April 21 (Bloomberg) -- Illinois Governor Pat Quinn’s proposal that public employees pay more for pensions is the latest in a series of efforts by dozens of states to control escalating retirement burdens.
“Bold action” is required to save the state’s underfunded plans, the Democratic governor told reporters in Chicago yesterday, saying “unsustainable pension costs are squeezing core programs.” In fiscal 2010, Illinois had the worst-funded state pension in the U.S., with assets equal to 45.4 percent of projected obligations, according to data compiled by Bloomberg.
Quinn is among governors nationwide proposing changes to pension programs -- 41 states have reduced benefits, increased contributions or both, according to the National Association of State Budget Officers.
New York’s Legislature approved pension changes backed by Governor Andrew Cuomo on March 15. California Governor Jerry Brown has proposed a hybrid pension, combining elements of a 401(k) savings plan with traditional government benefits.
“States know that their liability numbers will look worse,” said Scott Pattison, executive director of the budget officers group. “A lot of states are going to continue to find ways to increase employee contributions.”
On the Precipice
Nor are governors the only elected officials moving on the issue: In Los Angeles yesterday, Mayor Antonio Villaraigosa proposed rolling back pension benefits for new civilian employees to help balance a $7.2 billion general-fund budget.

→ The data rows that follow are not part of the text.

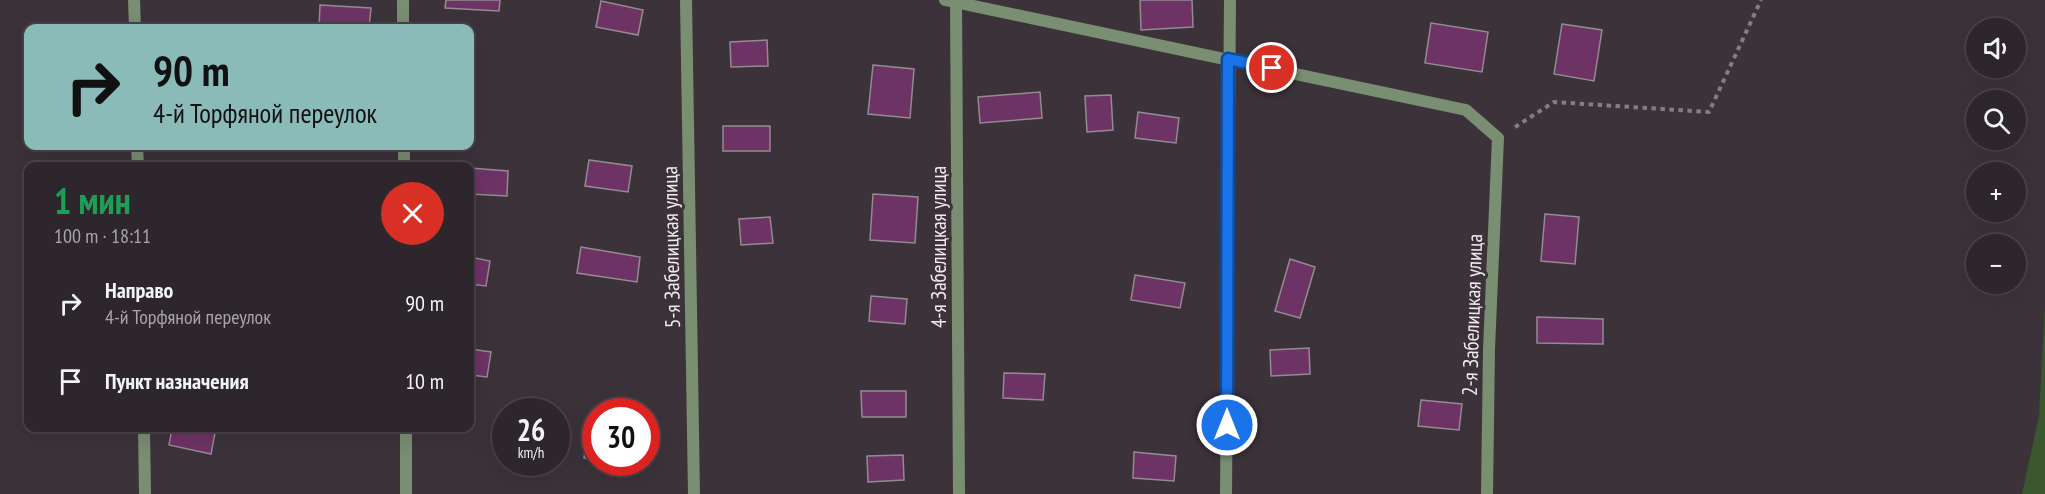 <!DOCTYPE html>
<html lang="ru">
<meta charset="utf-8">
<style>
:root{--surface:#2d262c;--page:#352e34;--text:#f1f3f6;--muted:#a7a5a9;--line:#484348}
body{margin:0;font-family:"PT Sans Narrow",sans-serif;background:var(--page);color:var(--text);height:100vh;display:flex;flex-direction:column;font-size:22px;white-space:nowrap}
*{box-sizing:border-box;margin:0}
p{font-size:20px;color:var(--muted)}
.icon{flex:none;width:33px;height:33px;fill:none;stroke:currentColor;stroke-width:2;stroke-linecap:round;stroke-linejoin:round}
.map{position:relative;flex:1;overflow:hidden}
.sheet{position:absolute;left:24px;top:162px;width:450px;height:270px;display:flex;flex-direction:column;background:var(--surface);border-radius:12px;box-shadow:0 6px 24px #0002,0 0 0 2px var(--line)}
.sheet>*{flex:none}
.hud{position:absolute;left:24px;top:24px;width:450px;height:126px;border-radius:12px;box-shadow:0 6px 24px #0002,0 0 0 2px var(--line);background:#8bbbb9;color:#111;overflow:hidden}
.buttons{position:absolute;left:1966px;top:18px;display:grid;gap:12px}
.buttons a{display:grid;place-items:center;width:60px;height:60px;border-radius:50%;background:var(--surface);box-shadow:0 6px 24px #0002,0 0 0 2px var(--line);font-size:30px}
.speed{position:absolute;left:492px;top:398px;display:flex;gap:12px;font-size:30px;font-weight:700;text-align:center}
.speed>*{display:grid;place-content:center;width:78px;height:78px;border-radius:50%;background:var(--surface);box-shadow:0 6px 24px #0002,0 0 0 2px var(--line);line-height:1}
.speed small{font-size:15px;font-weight:400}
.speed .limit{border:9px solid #d22;background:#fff;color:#111}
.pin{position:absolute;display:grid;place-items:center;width:51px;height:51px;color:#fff;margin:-26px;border:3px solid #fff;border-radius:50%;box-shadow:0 2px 6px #0007}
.me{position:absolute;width:66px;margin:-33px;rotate:0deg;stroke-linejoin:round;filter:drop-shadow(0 0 4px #0008)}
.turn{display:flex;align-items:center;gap:21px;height:126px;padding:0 30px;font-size:27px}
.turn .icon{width:78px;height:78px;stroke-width:2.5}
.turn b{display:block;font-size:42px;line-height:51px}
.round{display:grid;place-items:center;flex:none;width:63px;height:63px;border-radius:32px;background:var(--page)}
.head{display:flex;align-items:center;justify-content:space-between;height:102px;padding:0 30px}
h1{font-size:36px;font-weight:700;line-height:45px;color:#1e9e55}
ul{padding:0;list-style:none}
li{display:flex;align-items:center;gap:18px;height:78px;padding:0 30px}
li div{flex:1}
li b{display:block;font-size:22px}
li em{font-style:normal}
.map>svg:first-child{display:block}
.green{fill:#3b572f}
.building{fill:#6d3365;stroke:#948a92;stroke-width:1.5}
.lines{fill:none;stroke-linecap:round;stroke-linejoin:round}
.path{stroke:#857d83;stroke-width:4;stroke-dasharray:4.5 4.5;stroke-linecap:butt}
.street{stroke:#7a8e72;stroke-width:12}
.route-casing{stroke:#114b97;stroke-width:15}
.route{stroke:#1a73e8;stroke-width:10}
.labels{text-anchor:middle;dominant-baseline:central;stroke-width:6;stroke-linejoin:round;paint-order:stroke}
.street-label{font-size:21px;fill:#f1ebf0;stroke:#3c333a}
</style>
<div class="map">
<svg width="2045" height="494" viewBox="0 0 2045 494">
<rect width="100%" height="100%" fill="#3c333a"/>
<polygon class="green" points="2045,306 2045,494 2022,494 2039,416"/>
<g class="building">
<polygon points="446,0 500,0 499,11 445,8"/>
<polygon points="1140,0 1192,0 1193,27 1141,30"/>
<polygon points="601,1 643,10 638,35 596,27"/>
<polygon points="320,5 371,8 369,28 319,28"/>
<polygon points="1431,23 1488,32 1482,72 1425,63"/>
<polygon points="1562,24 1602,30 1594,81 1554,74"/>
<polygon points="767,40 768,66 731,67 730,42"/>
<polygon points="873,65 914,69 910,118 868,114"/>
<polygon points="1040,92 1042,118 980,123 978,97"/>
<polygon points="1111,95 1113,130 1087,132 1085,96"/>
<polygon points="1138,112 1179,118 1176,143 1135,138"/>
<rect x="723" y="126" width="47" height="25"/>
<polygon points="188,146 211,146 210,150"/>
<polygon points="589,160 632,166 628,192 585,186"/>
<polygon points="470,168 508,171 507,196 470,194"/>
<polygon points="873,194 918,197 915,243 870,240"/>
<polygon points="1545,214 1579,217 1575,264 1541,261"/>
<polygon points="770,217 773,243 741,245 739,219"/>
<polygon points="581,247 640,257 637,282 577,273"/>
<polygon points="470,257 490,261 486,286 470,284"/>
<polygon points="1290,259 1315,267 1300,318 1275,311"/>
<polygon points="1135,275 1185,283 1180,308 1131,300"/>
<polygon points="871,296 907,299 905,324 869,321"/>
<polygon points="1537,317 1603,319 1603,344 1537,343"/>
<polygon points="1309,348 1310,374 1271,376 1270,350"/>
<polygon points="470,349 491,352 487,377 470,375"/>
<polygon points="1004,373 1045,374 1043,400 1003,398"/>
<polygon points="861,391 906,391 906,417 862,417"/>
<polygon points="1421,400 1462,404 1459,430 1418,426"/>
<polygon points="172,428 216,428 211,454 169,445"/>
<polygon points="588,433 596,434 596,460 584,458"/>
<polygon points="1134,452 1176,456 1174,481 1133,478"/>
<polygon points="903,455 904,480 868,482 867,456"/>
</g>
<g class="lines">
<polyline class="path" points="1515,127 1554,102 1709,112 1761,0"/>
<g class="street">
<polyline points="134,0 135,28"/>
<polyline points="403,0 403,28"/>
<polyline points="686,0 694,494"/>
<polyline points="945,0 1466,110 1498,138 1489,349 1487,494"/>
<polyline points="956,0 959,494"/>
<polyline points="137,146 138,166"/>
<polyline points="404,146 404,166"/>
<polyline points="144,428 145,494"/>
<polyline points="406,428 406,494"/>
<polyline points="1226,494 1230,0"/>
</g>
</g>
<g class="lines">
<defs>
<polyline id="route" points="1227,425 1228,59 1272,68"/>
</defs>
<use href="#route" class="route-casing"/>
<use href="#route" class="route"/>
</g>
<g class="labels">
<g class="street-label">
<text transform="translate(671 247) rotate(-91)">5-я Забелицкая улица</text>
<text transform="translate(938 247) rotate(-90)">4-я Забелицкая улица</text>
<text transform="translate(1472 315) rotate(-88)">2-я Забелицкая улица</text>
</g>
</g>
</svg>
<div class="buttons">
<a><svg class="icon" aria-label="sound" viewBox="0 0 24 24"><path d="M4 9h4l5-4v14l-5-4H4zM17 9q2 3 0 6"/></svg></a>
<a><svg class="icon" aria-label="search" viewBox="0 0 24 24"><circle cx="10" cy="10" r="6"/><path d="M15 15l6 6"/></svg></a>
<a>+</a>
<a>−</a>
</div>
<div class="speed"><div>26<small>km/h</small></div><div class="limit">30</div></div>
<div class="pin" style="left:1272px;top:68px;background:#d93025"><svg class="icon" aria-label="arrive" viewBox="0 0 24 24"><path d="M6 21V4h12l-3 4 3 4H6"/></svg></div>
<svg class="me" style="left:1227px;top:425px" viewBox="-20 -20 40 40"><circle r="17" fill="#1a73e8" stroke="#fff" stroke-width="3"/><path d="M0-11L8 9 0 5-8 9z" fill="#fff"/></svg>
<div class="hud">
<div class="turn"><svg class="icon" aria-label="right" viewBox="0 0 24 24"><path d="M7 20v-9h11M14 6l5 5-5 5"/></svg><div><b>90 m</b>4-й Торфяной переулок</div></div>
</div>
<section class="sheet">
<div class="head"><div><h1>1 мин</h1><p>100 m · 18:11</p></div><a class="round" style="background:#d93025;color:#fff"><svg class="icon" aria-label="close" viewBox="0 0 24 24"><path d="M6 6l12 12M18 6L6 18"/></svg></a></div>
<ul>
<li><svg class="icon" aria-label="right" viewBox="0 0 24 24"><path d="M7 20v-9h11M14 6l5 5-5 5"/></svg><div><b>Направо</b><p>4-й Торфяной переулок</p></div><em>90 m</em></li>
<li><svg class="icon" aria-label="arrive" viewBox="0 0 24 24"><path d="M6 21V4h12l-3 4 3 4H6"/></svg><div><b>Пункт назначения</b></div><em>10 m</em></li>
</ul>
</section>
</div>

Quinn’s plan involves a 3 percent increase in employee contributions and reduced cost-of-living allowances, which he says can survive constitutional challenges by making the provisions voluntary. Those who agree to those terms would still receive state-subsidized retiree health-care coverage. The plan would also raise the retirement age to 67, from 65.
Quinn, who said his plan would provide 100 percent funding for the system by 2042, has additional incentive to act. Standard & Poor’s said in a report yesterday that it might cut the state’s general-obligation rating by multiple levels “if there is no progress on structural budget solutions and if Illinois does not address the significant pension liabilities.”
The retirement plan plays a large part in the fiscal distress in Illinois, which has a rating of A+, fifth-highest, and a negative outlook, the report said. The state is rated the lowest among the states by Moody’s Investors Service, at A2.
“We are risking not only one downgrade but perhaps more than one downgrade,” Quinn said. “This is not what we want to do, now or ever.”
The Quinn plan will add to an evolving pension conversation in Springfield, the state capital.
The proposal is “insensitive and irresponsible,” the labor coalition We Are One Illinois said in a statement.
“It is a clearly illegal attempt to solve the problem caused by past governors and the Legislature solely on the backs of teachers, caregivers and other public workers,” said the group, which says it represents more than 1 million union members including state employees, teachers, police officers and firefighters, and transportation workers.
Legislative leaders offered a qualified embrace. House Minority Leader Tom Cross, a Republican, said there are “some good components here.” Senate President John Cullerton, a Democrat, said he is pleased the governor offered a plan “that will allow the state to control pension costs in a constitutional way.”
In addition to increased contributions, Quinn’s plan would:
-- Reduce cost-of-living raises to 3 percent or half of the Consumer Price Index, whichever is lower.
-- Delay those increases until age 67 or five years after retirement.
-- Phase in a retirement age of 67.
Pattison said a pending rule change by the Governmental Accounting Standards Board is expected to magnify the gaps between assets and obligations to retirees among many pension funds, further pressuring states and cities.
“Now, we have to act,” Quinn said. “I did not create the problem, but I’m going to solve it.”